Page:Revue des Deux Mondes - 1896 - tome 136.djvu/131

Le texte de cette page a été corrigé et est conforme au fac-similé.
III

A l’apparition de Jude l’obscur, une revue anglaise dénonça l’existence dans la Grande-Bretagne d’une « croisade contre le mariage, publiquement organisée et faisant rage[1]. » C’est beaucoup dire, et s’effarer par trop après avoir par trop dédaigné les signes de débâcle morale qui éclatent en Angleterre comme partout ailleurs. La littérature inaugurée par l’Histoire d’une ferme africaine représente, en somme, les sentimens d’une faible minorité. Elle n’a d’importance qu’à titre de symptôme, parce qu’elle prouve la ténacité d’un mal qui travaille l’Europe depuis une centaine d’années, et dont les accès ne se compteront bientôt plus. Où ne retrouve-t-on pas sa trace ? En Angleterre, les idées soutenues dans Jude l’obscur sont très anciennes, et M. Hardy ne l’ignore pas, puisqu’il fait dire quelque part à l’un de ses personnages : « C’est du Shelley. » Elles ont été ouvertement prêchées et pratiquées en Allemagne, au début du siècle, par un groupe d’hommes célèbres, Schelling et les deux Schlegel en tête. La Russie a eu sa crise vers 1860, et les pays Scandinaves ne sont pas encore guéris de la fièvre ibsénienne. Quant à la France, j’ai à peine besoin de rappeler qu’il n’est pas un des argumens invoqués par les féministes pour défendre les droits de la passion qui n’ait déjà servi à George Sand. Ce n’est pas Jude, c’est Jacques, qui a écrit les lignes que voici : « Je n’ai pas changé d’avis, je ne me suis pas réconcilié avec la société, et le mariage est toujours, selon moi, une des plus barbares institutions qu’elle ait ébauchées. Je ne doute pas qu’il soit aboli, si l’espèce humaine fait quelque progrès vers la justice et la raison ; un lien plus humain et non moins sacré remplacera celui-là, et saura assurer l’existence des enfans qui naîtront d’un homme et d’une femme, sans enchaînera jamais la liberté de l’un et de l’autre[2]. »

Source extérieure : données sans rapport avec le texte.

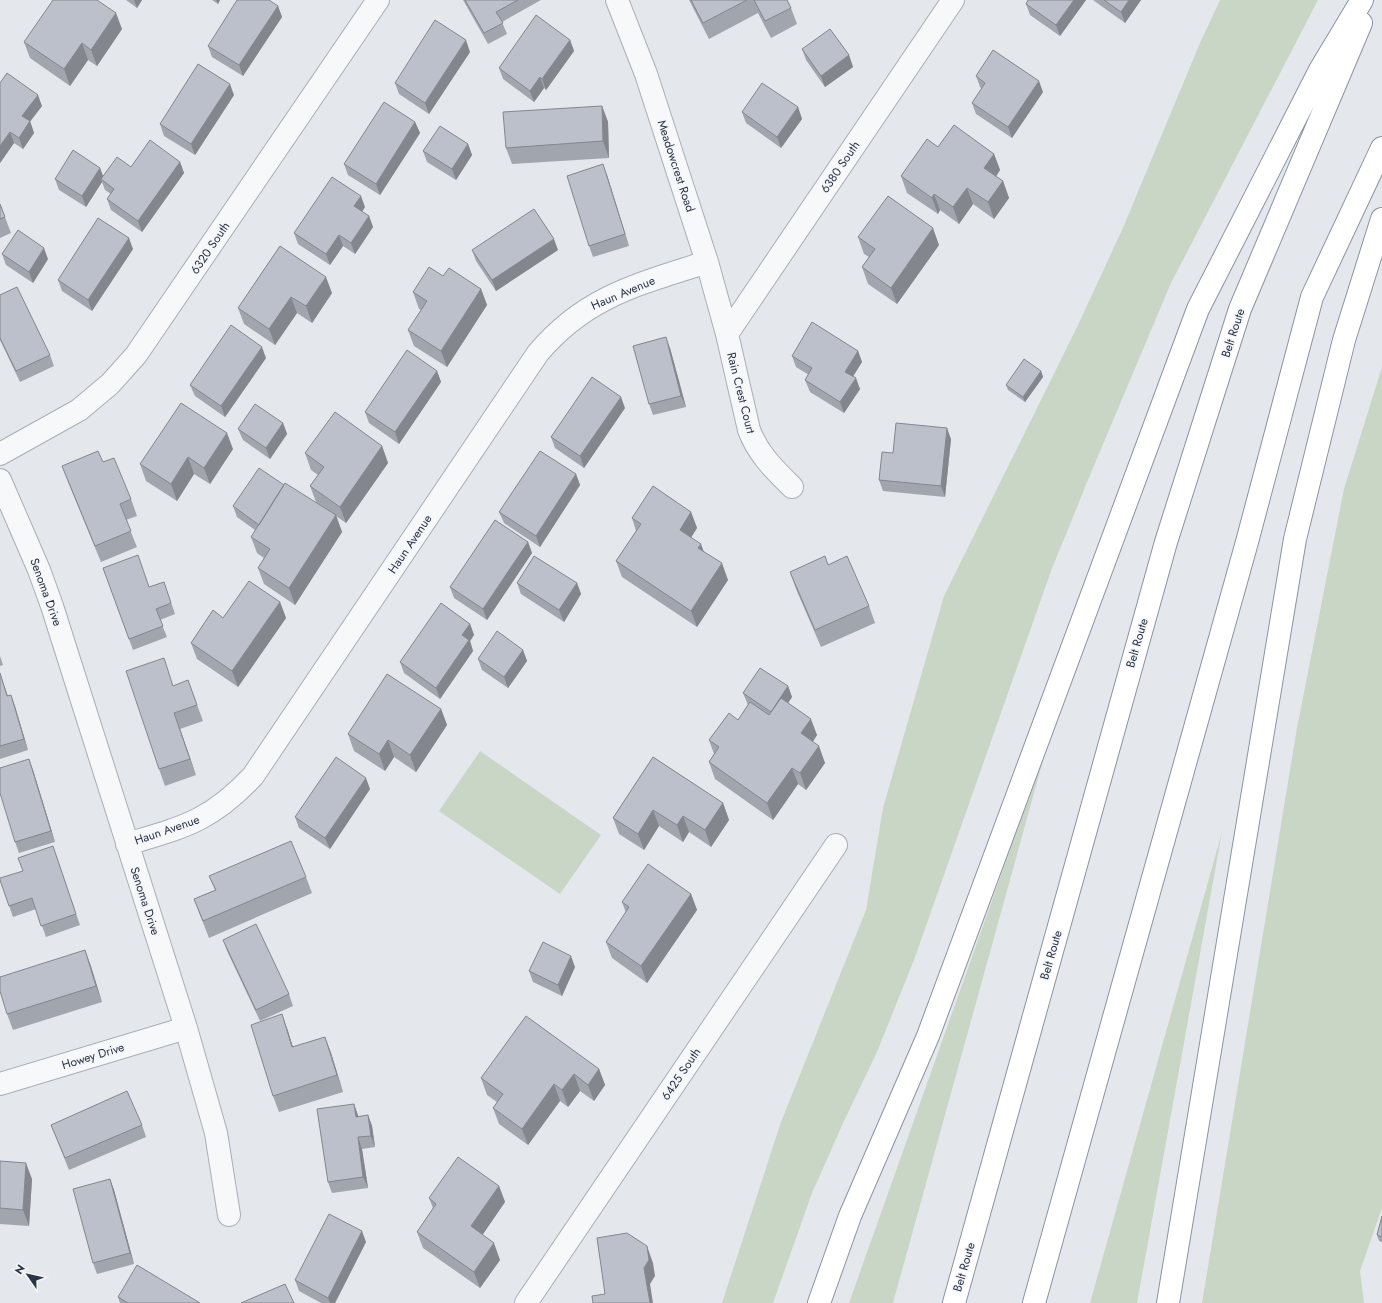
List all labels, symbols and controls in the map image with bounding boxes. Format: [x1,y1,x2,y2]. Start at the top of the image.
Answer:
street label: Meadowcrest Road [653,118,699,214]
street label: 6380 South [816,137,864,197]
street label: 6320 South [186,218,234,278]
street label: Haun Avenue [588,271,658,315]
street label: Belt Route [1217,306,1249,360]
street label: Rain Crest Court [722,350,760,436]
street label: Haun Avenue [384,511,436,577]
street label: Senoma Drive [25,556,67,628]
street label: Belt Route [1121,616,1153,670]
street label: Haun Avenue [132,810,202,850]
street label: Senoma Drive [125,864,165,938]
street label: Belt Route [1035,928,1067,982]
street label: Howey Drive [60,1038,126,1074]
street label: 6425 South [657,1044,705,1104]
street label: Belt Route [948,1240,980,1294]
north arrow [8,1255,48,1295]
text: N [11,1261,29,1278]

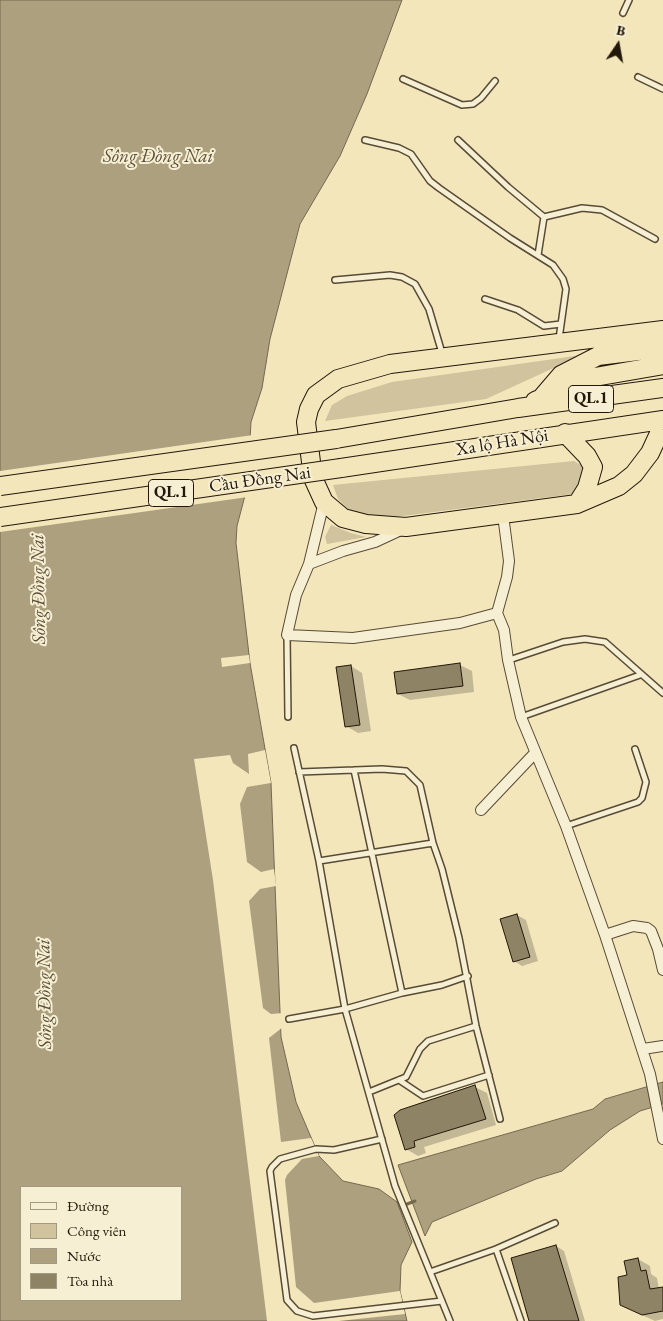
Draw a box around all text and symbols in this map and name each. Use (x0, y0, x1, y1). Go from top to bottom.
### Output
north arrow (593, 20, 643, 70)
text: B (615, 21, 627, 40)
water label: Sông Đồng Nai (103, 146, 213, 168)
road number: QL.1 (568, 386, 614, 412)
street label: Xa lộ Hà Nội (454, 425, 550, 461)
street label: Cầu Đồng Nai (208, 462, 312, 498)
road number: QL.1 (148, 479, 194, 506)
water label: Sông Đồng Nai (27, 534, 51, 644)
water label: Sông Đồng Nai (33, 939, 57, 1049)
legend (20, 1186, 182, 1301)
text: Đường (67, 1196, 109, 1215)
text: Công viên (67, 1221, 127, 1240)
text: Nước (67, 1246, 101, 1265)
text: Tòa nhà (67, 1271, 113, 1290)

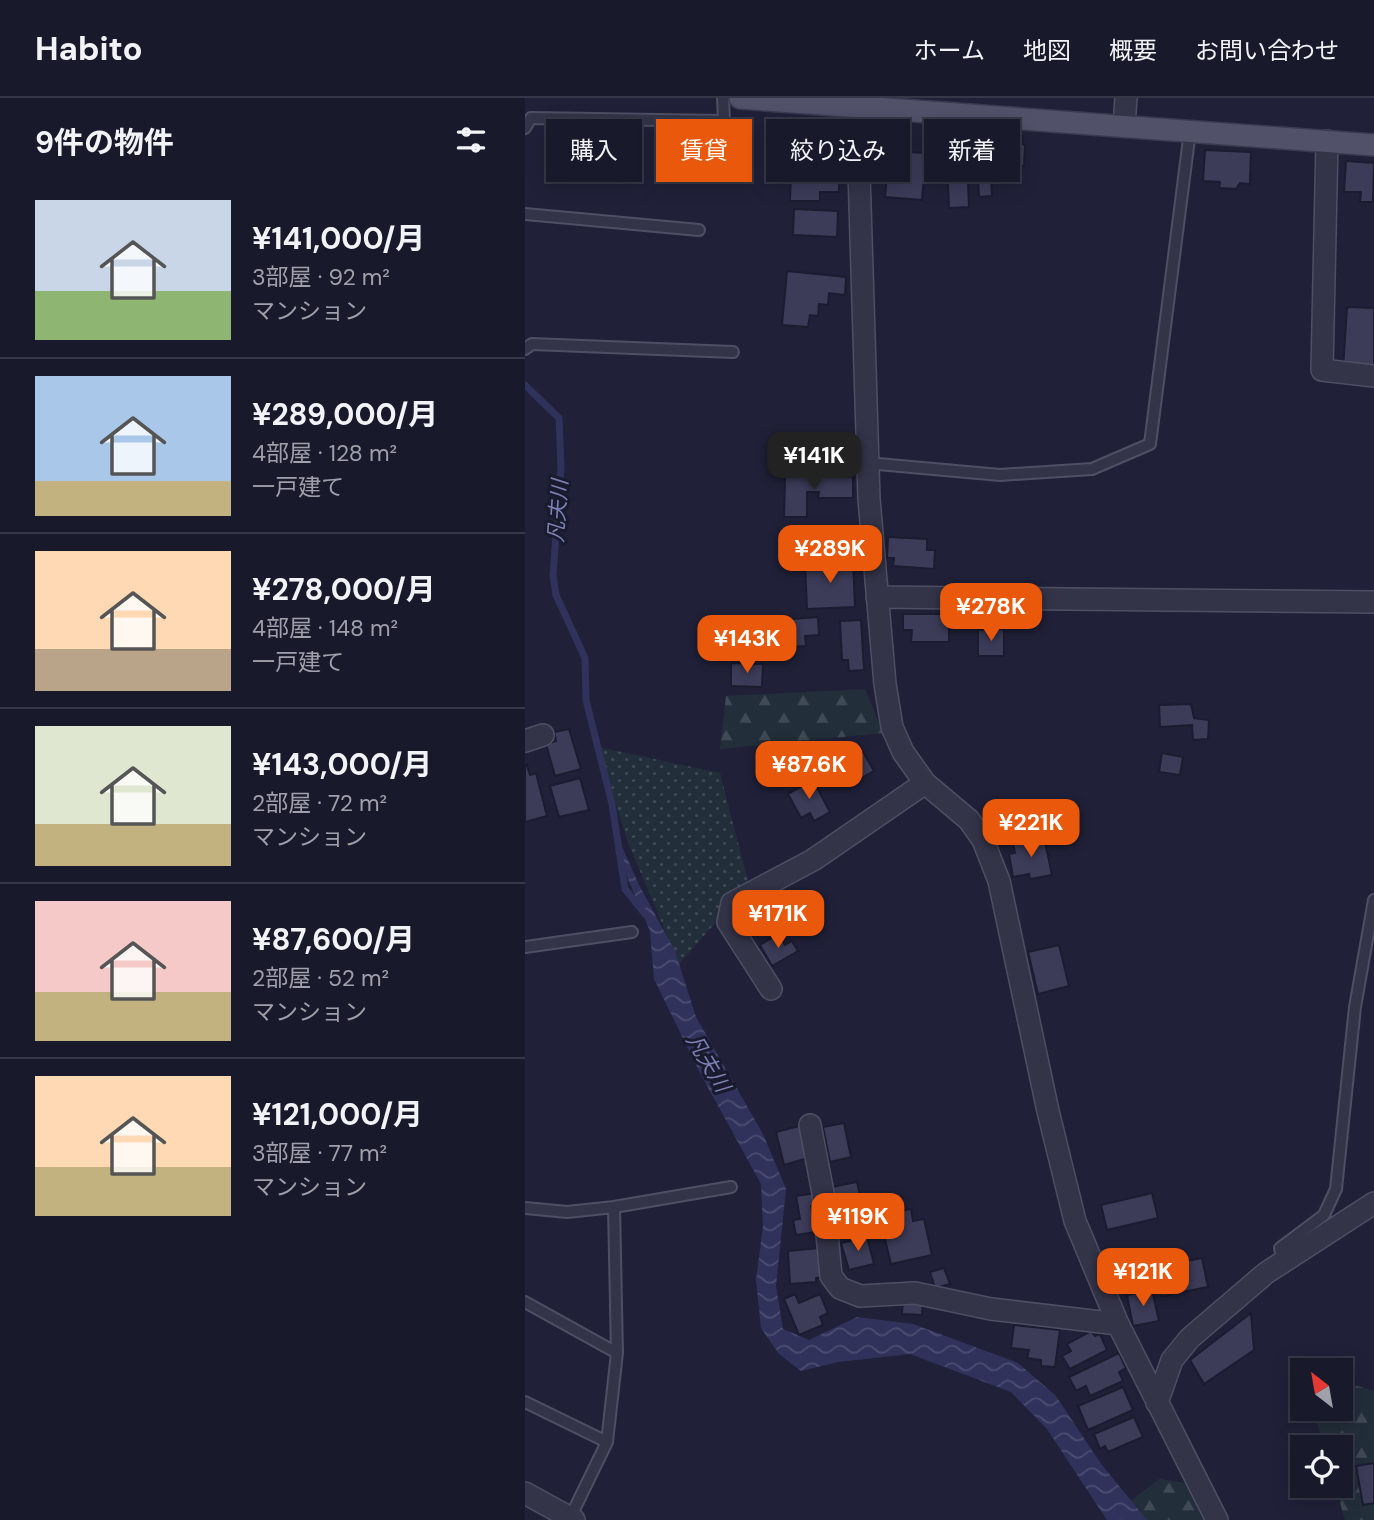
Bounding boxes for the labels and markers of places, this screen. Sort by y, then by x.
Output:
pin: ¥141K [765,432,863,492]
pin: ¥289K [781,526,879,585]
pin: ¥278K [942,584,1040,643]
pin: ¥143K [698,616,796,675]
pin: ¥87.6K [752,742,866,801]
pin: ¥221K [982,800,1080,859]
pin: ¥171K [729,890,827,950]
pin: ¥119K [809,1194,907,1253]
pin: ¥121K [1094,1248,1192,1308]

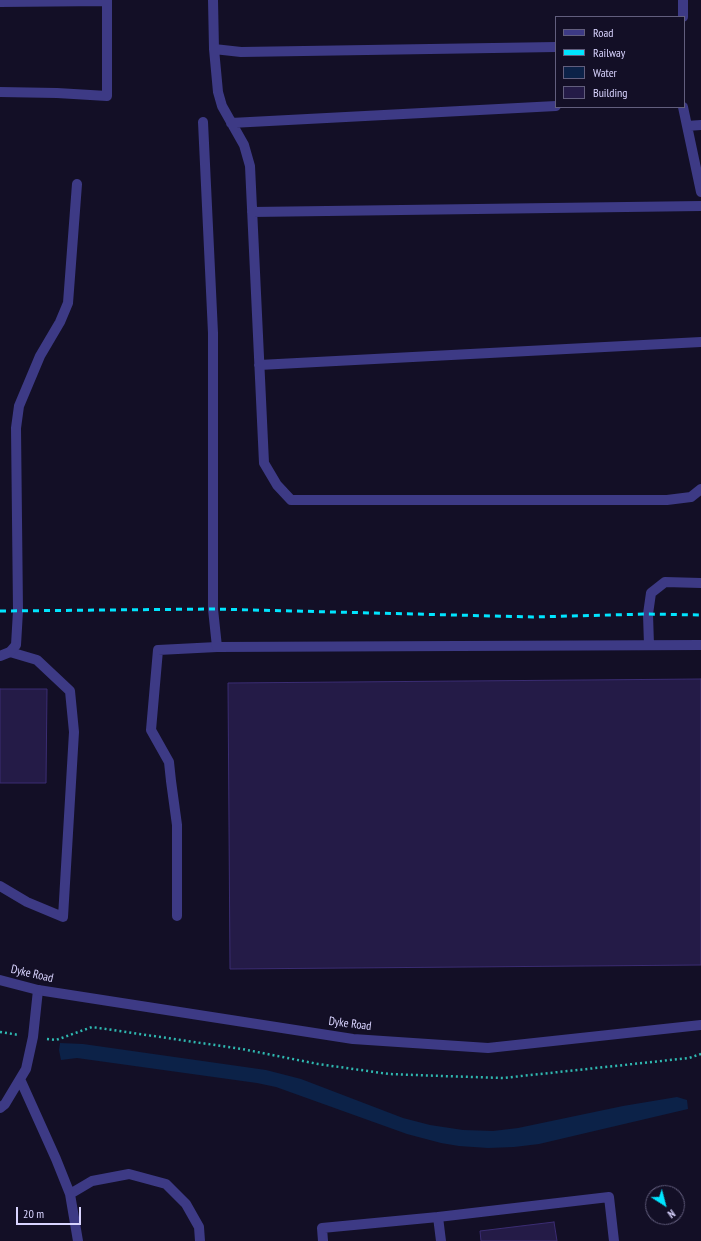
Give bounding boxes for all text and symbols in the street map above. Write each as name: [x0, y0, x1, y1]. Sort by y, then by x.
legend: [555, 16, 685, 108]
text: Road: [593, 25, 613, 40]
text: Railway: [593, 45, 625, 60]
text: Water: [593, 65, 617, 80]
text: Building: [593, 85, 628, 100]
street label: Dyke Road: [9, 962, 55, 986]
street label: Dyke Road: [328, 1014, 372, 1034]
north arrow: [645, 1185, 685, 1225]
scale bar: [18, 1199, 83, 1225]
text: 20 m: [23, 1206, 44, 1221]
text: N: [665, 1206, 678, 1221]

Ce n’est pas à Lyndall, c’est à Fernande, que son fiancé adresse une lettre où on lit : « — Il faut… tout prévoir… La société va vous dicter une formule de serment ; vous allez jurer de m’être fidèle et de m’être soumise, c’est-à-dire de n’aimer jamais que moi et de m’obéir en tout. L’un de ces sermens est une absurdité, l’autre une bassesse. Vous ne pouvez pas répondre de votre cœur, même quand je serais le plus grand et le plus parfait des hommes. » Et la fiancée répond : « — Ah ! tenez, ne parlons pas de notre mariage ; parlons comme si nous étions destinés seulement à être amans[3]. »

  1. Blackwood’s Magazine, janvier 1896, article de Mrs Oliphant.
  2. Jacques, par George Sand (1834).
  3. Ibid.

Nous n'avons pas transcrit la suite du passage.